In 1990, Willy Gad Monnier, formerly of TAG Heuer, purchased the Zodiac brand, but the company, Montres Zodiac SA, went bankrupt in November 1997. In September 1998, Genender International, Inc. purchased the Zodiac inventory, including their trademarks, registrations, and other assets. Genender discontinued the "Point" series models, Swiss Formulas, Sea Wolf, most automatic watches, and automatic chronographs. The only two 1990s models kept were the Super Sea Wolf and the Marine Life, both of which were updated with new metal bands.

On October 1, 2001, Fossil Inc. acquired the worldwide rights to the Zodiac brand name for approximately $4.7 million for use in watches, clocks, and other timekeeping devices.

In April 2002, the new Zodiac line was introduced at the BaselWorld watch show in Switzerland, with the notable absence of any Sea Wolf model for the first time in 50 years.

In February 2010, Fossil Inc. launched the ZMX (Zodiac Mission Extreme) line to reflect a new segment of sports and outdoor enthusiasts. The much larger case sizes (44 mm and up) and caoutchouc rubber straps denoted the bulk of watch lines, focused on automotive racing (ZMX Racer), aviation (ZMX Aviator), diving (ZMX Oceanaire), and exploration (ZMX Adventurer).

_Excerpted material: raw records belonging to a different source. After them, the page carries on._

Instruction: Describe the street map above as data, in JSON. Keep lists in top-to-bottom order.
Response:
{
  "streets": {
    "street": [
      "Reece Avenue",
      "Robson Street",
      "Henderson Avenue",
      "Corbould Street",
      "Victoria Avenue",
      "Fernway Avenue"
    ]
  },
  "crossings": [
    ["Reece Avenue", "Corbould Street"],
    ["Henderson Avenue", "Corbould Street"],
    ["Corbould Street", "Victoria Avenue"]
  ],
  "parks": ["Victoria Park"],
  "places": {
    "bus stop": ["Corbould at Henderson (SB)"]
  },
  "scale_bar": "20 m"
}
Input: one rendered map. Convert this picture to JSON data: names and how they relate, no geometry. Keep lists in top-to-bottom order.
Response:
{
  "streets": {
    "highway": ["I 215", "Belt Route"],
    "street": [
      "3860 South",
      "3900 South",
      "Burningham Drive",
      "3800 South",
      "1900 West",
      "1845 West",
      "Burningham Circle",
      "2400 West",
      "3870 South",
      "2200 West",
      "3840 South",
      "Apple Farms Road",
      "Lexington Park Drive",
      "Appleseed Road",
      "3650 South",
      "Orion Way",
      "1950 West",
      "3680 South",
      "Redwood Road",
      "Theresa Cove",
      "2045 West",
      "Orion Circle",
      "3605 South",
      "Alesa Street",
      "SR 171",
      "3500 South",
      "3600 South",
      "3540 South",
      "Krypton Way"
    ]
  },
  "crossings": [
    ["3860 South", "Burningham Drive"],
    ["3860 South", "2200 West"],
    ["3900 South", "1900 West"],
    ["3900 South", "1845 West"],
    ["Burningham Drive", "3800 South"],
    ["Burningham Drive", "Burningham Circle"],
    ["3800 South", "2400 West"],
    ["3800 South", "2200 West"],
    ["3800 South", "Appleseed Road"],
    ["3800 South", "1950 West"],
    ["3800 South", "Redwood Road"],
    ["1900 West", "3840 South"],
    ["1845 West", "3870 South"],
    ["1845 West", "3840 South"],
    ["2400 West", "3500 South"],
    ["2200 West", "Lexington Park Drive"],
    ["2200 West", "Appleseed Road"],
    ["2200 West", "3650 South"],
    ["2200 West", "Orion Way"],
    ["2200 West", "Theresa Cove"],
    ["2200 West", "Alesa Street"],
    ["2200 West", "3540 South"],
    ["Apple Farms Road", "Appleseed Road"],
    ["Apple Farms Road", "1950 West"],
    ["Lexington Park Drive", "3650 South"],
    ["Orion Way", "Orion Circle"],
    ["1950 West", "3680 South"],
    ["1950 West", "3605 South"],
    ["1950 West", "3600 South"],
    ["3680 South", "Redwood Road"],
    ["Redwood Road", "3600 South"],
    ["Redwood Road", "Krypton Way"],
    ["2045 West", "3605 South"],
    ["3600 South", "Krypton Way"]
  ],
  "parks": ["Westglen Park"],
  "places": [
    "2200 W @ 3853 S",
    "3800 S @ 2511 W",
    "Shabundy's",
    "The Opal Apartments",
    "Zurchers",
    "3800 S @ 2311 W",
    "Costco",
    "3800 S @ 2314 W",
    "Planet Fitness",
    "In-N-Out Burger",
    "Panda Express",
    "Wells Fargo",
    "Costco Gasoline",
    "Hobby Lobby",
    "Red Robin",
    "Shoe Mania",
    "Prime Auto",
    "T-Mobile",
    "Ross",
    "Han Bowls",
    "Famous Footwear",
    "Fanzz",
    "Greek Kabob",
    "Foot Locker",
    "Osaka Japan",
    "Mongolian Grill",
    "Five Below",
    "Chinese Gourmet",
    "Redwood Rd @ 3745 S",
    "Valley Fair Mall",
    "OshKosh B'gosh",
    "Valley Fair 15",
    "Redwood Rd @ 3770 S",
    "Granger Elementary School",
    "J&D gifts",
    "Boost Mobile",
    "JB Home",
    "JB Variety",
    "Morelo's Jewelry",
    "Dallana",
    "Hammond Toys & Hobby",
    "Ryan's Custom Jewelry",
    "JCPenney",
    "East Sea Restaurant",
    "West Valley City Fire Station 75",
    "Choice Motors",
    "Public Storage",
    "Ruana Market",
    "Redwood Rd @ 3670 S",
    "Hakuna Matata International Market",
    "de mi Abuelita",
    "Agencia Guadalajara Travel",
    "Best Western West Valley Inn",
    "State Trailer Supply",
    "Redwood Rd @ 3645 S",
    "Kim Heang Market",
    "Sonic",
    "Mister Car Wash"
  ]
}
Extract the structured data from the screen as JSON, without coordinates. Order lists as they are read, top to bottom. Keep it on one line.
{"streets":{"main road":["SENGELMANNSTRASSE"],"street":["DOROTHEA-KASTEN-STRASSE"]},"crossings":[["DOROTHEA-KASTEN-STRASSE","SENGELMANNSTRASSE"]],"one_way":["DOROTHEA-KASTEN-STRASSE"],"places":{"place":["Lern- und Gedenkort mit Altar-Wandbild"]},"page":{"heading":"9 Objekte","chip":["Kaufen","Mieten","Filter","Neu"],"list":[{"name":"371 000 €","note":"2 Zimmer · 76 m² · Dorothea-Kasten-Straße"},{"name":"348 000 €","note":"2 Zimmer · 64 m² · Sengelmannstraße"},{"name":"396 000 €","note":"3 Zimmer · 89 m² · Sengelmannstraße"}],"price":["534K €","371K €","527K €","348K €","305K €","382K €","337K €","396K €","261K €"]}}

February 2015 marked the return of Sea Wolf, with a reissue of vintage-inspired versions of the 1954 model in two editions, "Skin Diver" and "Diver." Since the depth rating on the new Sea Wolf was the same as the original (200 meters/660 feet), the technical advancements came primarily in the form of its automatic movement: the Fossil Group-manufactured STP 1-11 (Swiss Technology Production 1-11), housing 26 jewels with 44-hour power reserve.

==Zodiac Killer==
The Zodiac Killer, an unidentified American serial killer who was active in Northern California in the late 1960s and early 70s, may have been inspired by the brand. The killer signed a series of taunting letters using a symbol that looked like the Zodiac watch logo. At the time, the only other place the name and the symbol were connected was in Zodiac watch ads.

The Zodiac Sea Wolf was featured in the 2007 film Zodiac, directed by David Fincher and based on Robert Graysmith's true-crime book, Zodiac. In both the book and the film, a Zodiac Sea Wolf was worn by serial killer suspect Arthur Leigh Allen.